Exercise objective: Give the lines again exactly as they appear below, from the line with "Give bounding boxes" to the line with "Draw a box around", both included, and only those lines. Leave every picture out.

Dataset excerpts:
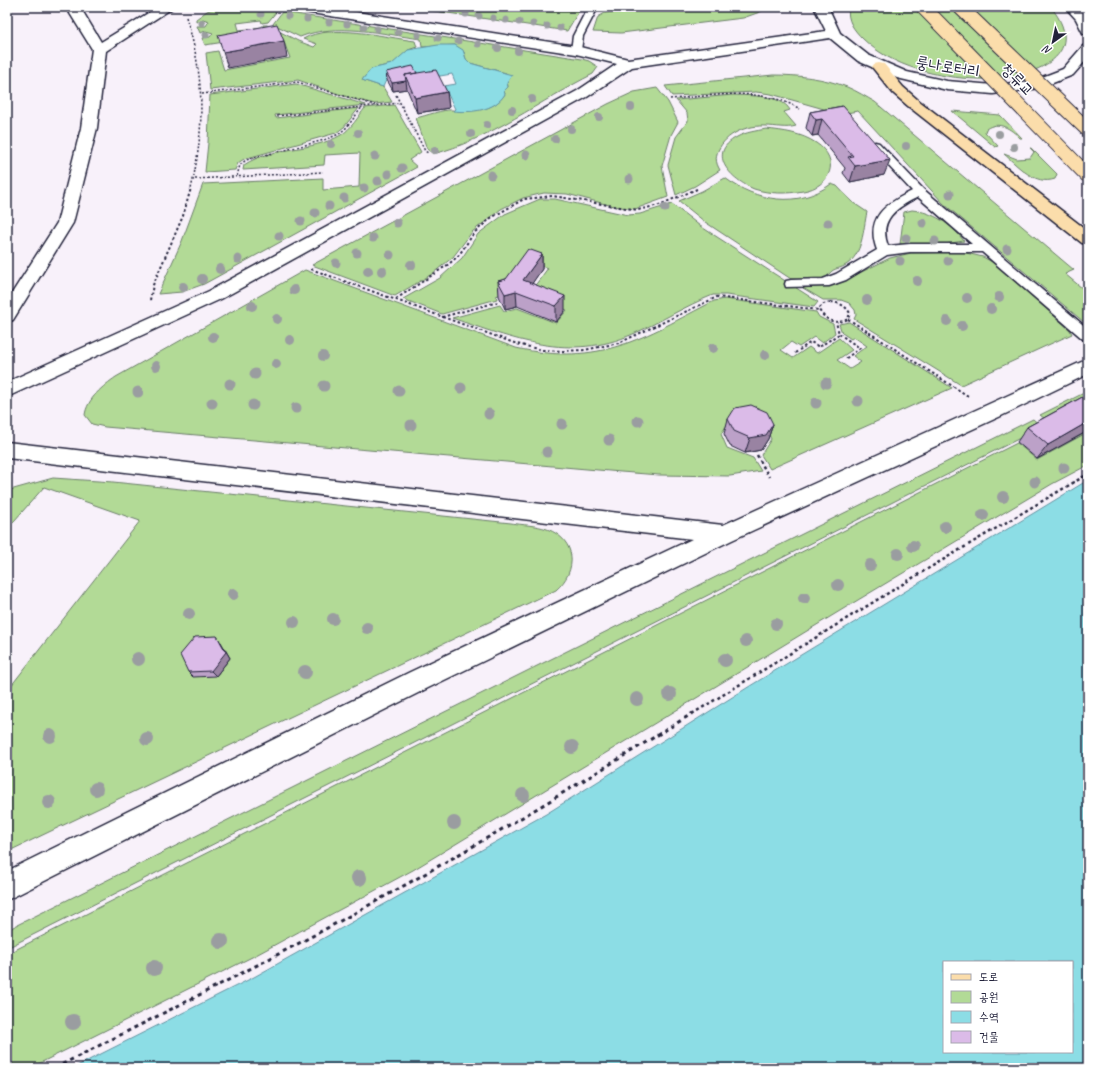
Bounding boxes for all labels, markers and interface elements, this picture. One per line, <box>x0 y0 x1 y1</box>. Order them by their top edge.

* * *

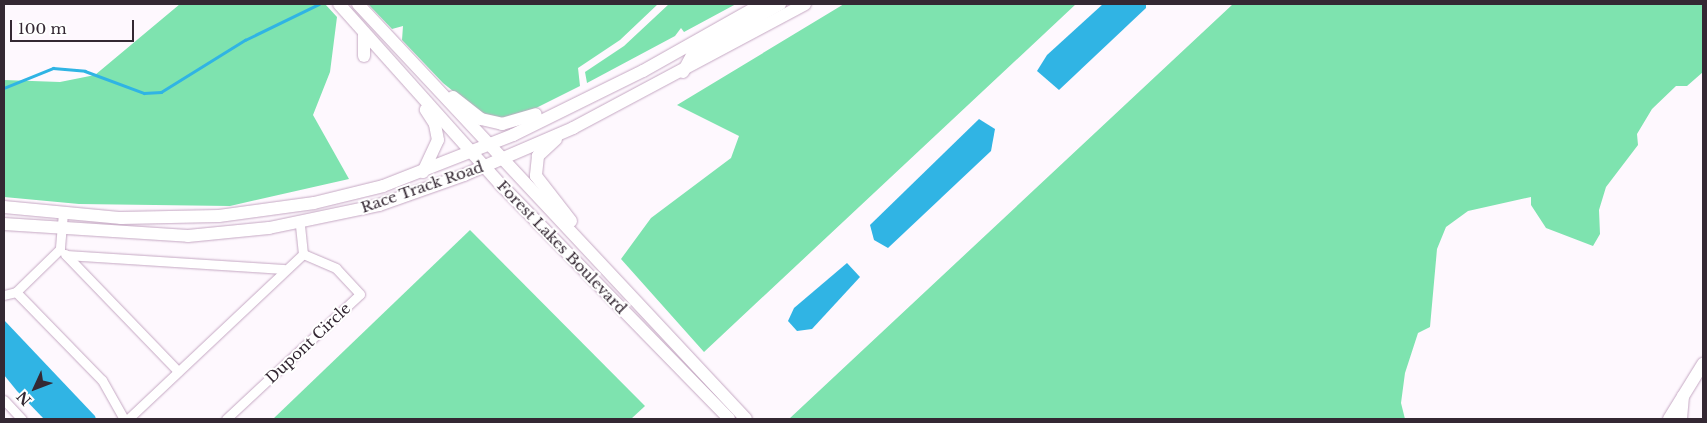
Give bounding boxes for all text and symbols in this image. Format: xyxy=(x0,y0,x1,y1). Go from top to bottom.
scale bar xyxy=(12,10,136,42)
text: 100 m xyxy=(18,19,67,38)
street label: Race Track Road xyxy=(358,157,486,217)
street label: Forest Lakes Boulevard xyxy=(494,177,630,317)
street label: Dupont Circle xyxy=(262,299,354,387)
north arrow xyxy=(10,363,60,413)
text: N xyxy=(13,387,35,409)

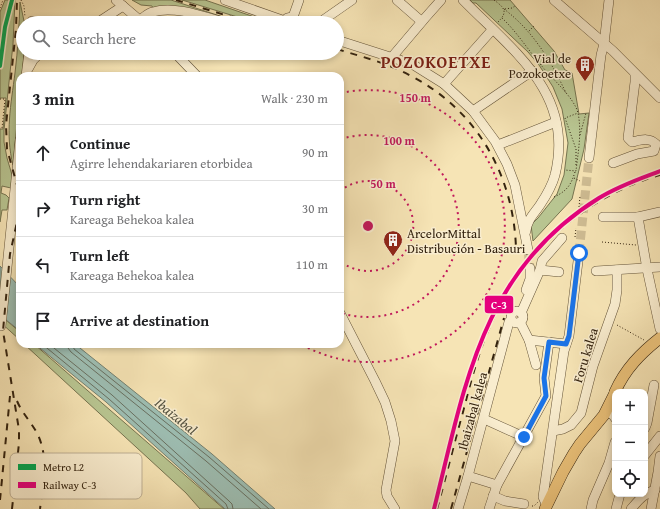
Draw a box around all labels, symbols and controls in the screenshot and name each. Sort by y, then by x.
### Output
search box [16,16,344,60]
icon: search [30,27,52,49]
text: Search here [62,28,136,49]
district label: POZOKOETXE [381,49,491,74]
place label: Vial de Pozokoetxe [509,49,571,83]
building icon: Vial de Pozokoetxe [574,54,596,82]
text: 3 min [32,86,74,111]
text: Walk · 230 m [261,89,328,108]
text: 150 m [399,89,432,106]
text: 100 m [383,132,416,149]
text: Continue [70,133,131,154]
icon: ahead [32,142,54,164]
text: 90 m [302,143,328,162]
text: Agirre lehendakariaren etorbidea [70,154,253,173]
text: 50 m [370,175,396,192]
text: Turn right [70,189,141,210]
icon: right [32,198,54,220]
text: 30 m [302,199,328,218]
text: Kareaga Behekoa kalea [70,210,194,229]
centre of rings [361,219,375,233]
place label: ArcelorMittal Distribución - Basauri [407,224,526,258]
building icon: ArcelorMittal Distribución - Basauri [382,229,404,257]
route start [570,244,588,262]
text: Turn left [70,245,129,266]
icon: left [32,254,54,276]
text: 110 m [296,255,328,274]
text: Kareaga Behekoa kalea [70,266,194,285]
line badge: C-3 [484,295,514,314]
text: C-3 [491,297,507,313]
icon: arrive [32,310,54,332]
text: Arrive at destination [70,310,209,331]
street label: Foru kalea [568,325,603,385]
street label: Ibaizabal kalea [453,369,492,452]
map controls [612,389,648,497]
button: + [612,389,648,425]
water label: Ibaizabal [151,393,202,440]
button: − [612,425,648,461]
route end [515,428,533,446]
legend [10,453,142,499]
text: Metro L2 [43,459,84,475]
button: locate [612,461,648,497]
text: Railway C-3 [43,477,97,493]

Final answer:
Give bounding boxes for all text and symbols in this image. Format: xyxy=(x0,y0,x1,y1). Go from top to bottom.
scale bar xyxy=(12,10,136,42)
text: 100 m xyxy=(18,19,67,38)
street label: Race Track Road xyxy=(358,157,486,217)
street label: Forest Lakes Boulevard xyxy=(494,177,630,317)
street label: Dupont Circle xyxy=(262,299,354,387)
north arrow xyxy=(10,363,60,413)
text: N xyxy=(13,387,35,409)

Draw a box around all labels, symbols and controls in the screenshot and name each. Sort by y, then by x.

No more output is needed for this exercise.